#### Task statement:
For every line of the material below, check for the string "Avenue" and return the line if it is there.

#### Exercise material:
*-*-*
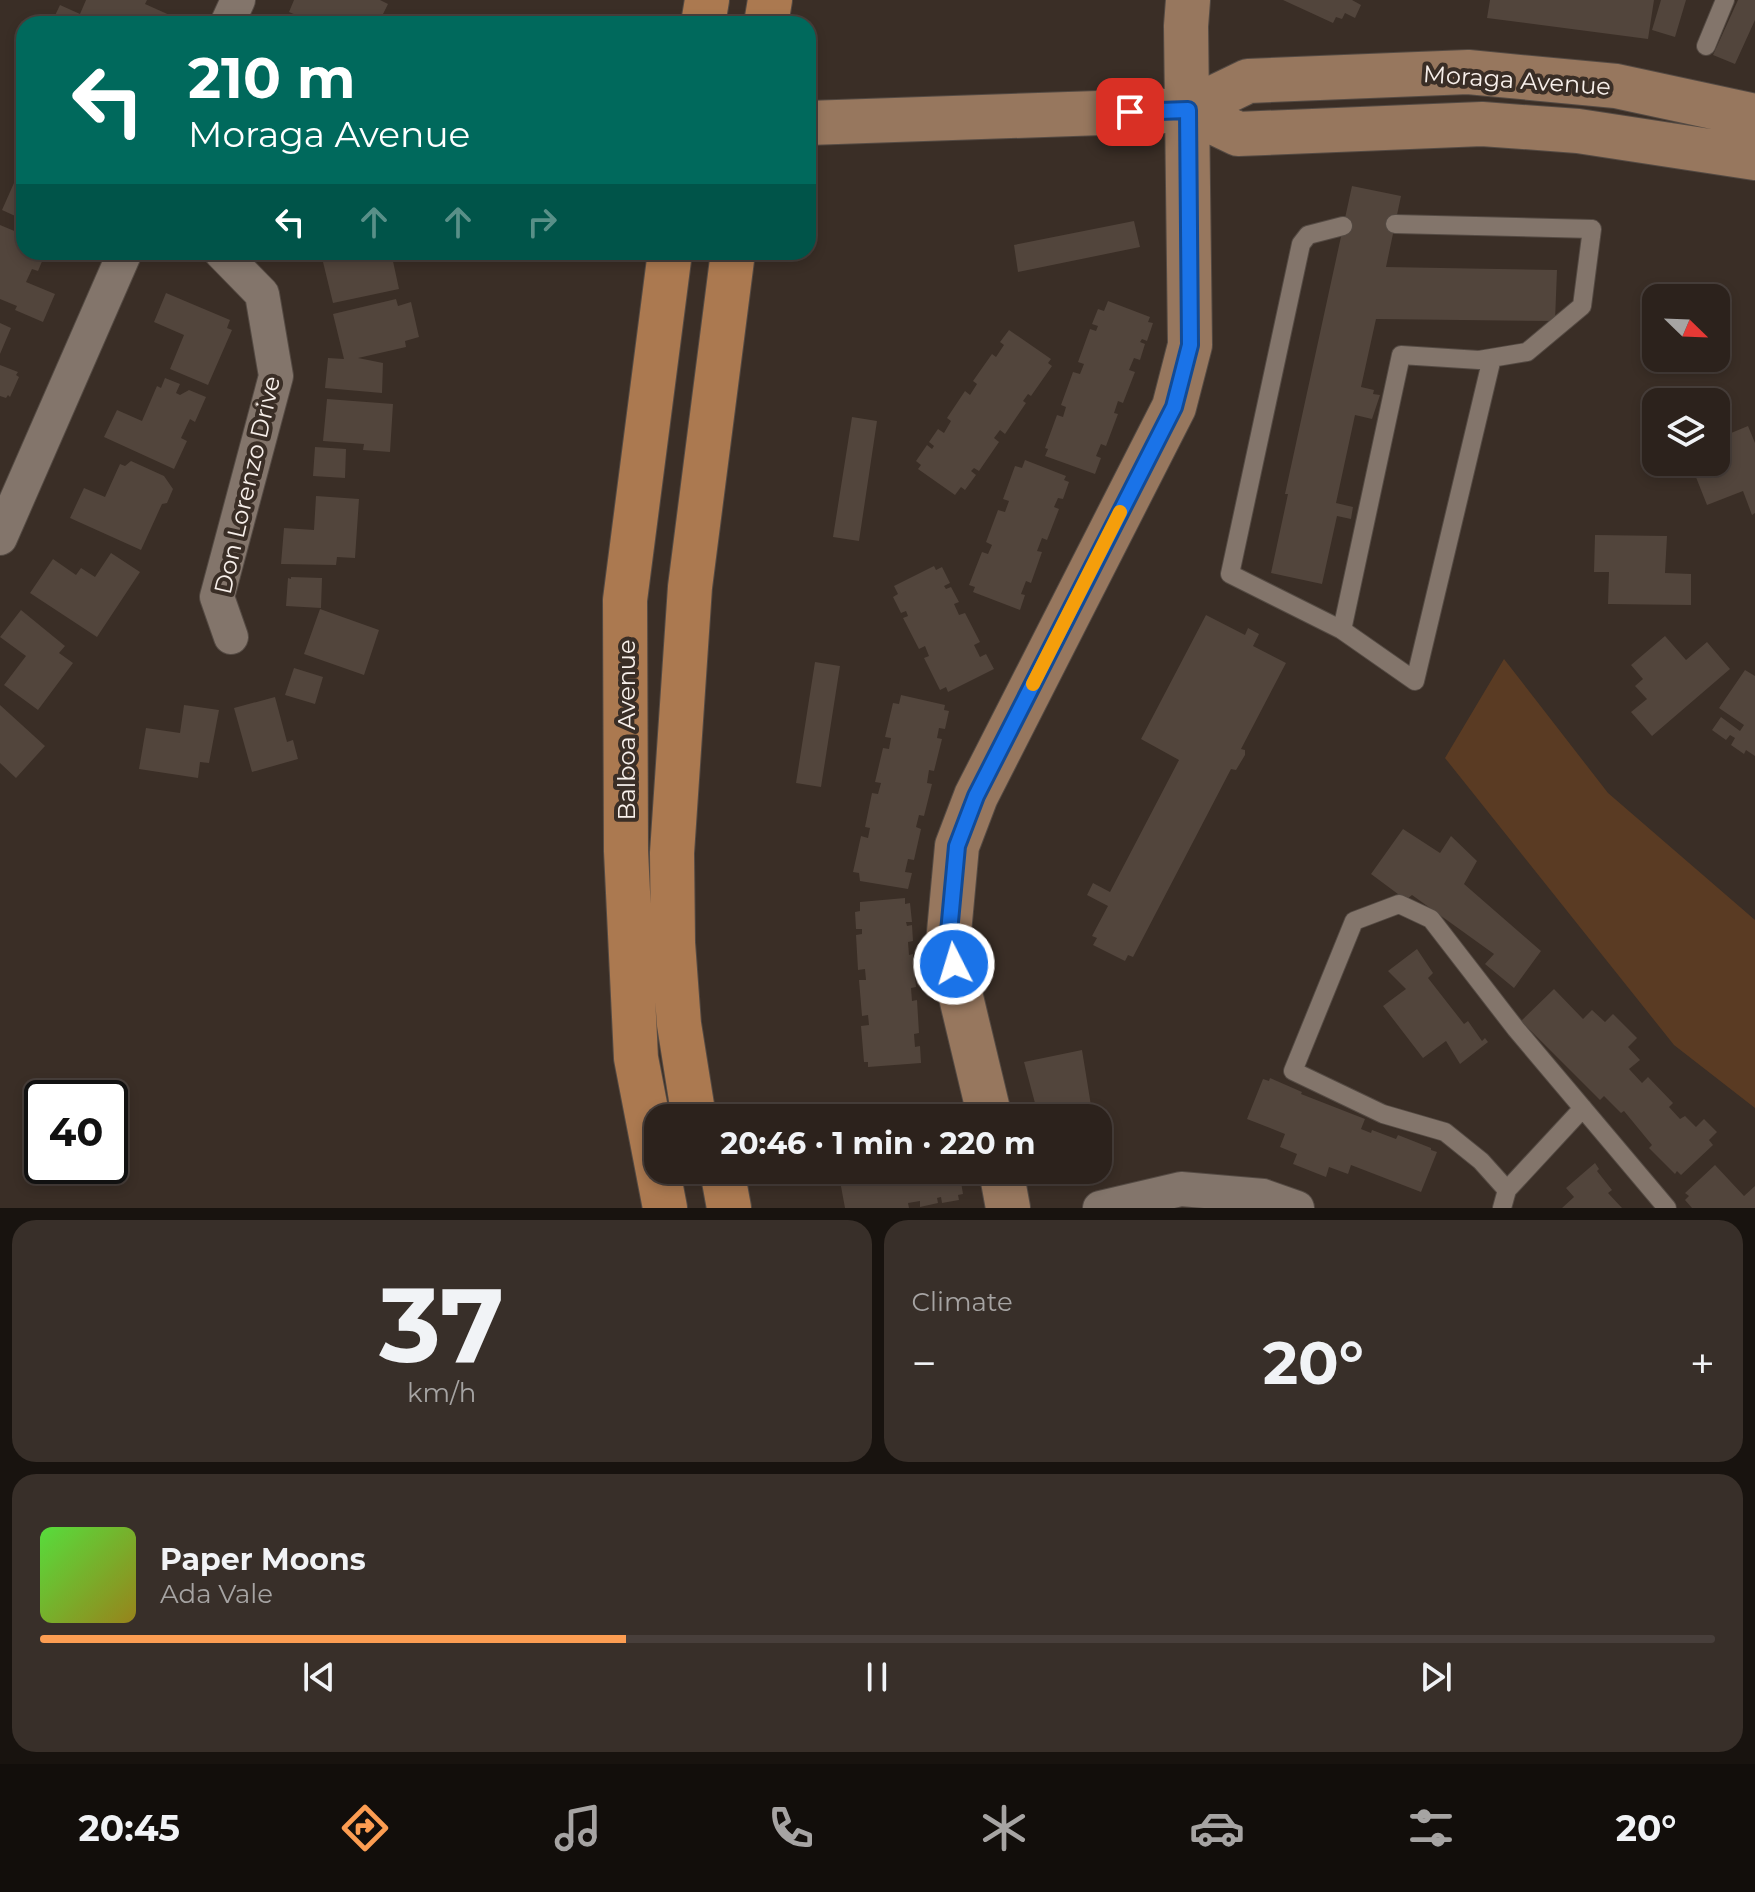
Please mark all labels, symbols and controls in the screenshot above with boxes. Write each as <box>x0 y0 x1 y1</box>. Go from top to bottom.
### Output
text: 210 m <box>188 44 356 112</box>
icon: left <box>56 48 160 152</box>
street label: Moraga Avenue <box>1422 59 1612 101</box>
pin <box>1096 78 1164 146</box>
icon: arrive <box>1108 90 1152 134</box>
text: Moraga Avenue <box>188 112 470 156</box>
icon: left <box>268 200 312 244</box>
icon: ahead <box>352 200 396 244</box>
icon: ahead <box>436 200 480 244</box>
icon: right <box>520 200 564 244</box>
north arrow <box>1642 284 1730 372</box>
map controls <box>1642 284 1730 476</box>
street label: Don Lorenzo Drive <box>208 373 286 597</box>
button: layers <box>1642 388 1730 476</box>
street label: Balboa Avenue <box>612 640 641 820</box>
position arrow <box>912 922 996 1006</box>
speed limit sign: 40 <box>24 1080 128 1184</box>
text: 20:46 · 1 min · 220 m <box>721 1125 1036 1162</box>
text: 37 <box>379 1261 504 1388</box>
text: Climate <box>912 1286 1013 1318</box>
text: 20° <box>1263 1326 1364 1399</box>
text: − <box>912 1336 937 1390</box>
text: + <box>1690 1336 1715 1390</box>
text: km/h <box>407 1377 476 1409</box>
text: Paper Moons <box>160 1541 366 1578</box>
text: Ada Vale <box>160 1578 273 1610</box>
icon: previous <box>297 1655 341 1699</box>
icon: pause <box>855 1655 899 1699</box>
icon: next <box>1414 1655 1458 1699</box>
icon: directions <box>337 1800 393 1856</box>
icon: music <box>550 1800 606 1856</box>
icon: phone <box>763 1800 819 1856</box>
icon: climate <box>976 1800 1032 1856</box>
icon: car <box>1189 1800 1245 1856</box>
icon: filters <box>1403 1800 1459 1856</box>
text: 20:45 <box>79 1806 180 1850</box>
text: 20° <box>1616 1806 1676 1850</box>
*-*-*
#### Reply to the exercise:
street label: Moraga Avenue <box>1422 59 1612 101</box>
text: Moraga Avenue <box>188 112 470 156</box>
street label: Balboa Avenue <box>612 640 641 820</box>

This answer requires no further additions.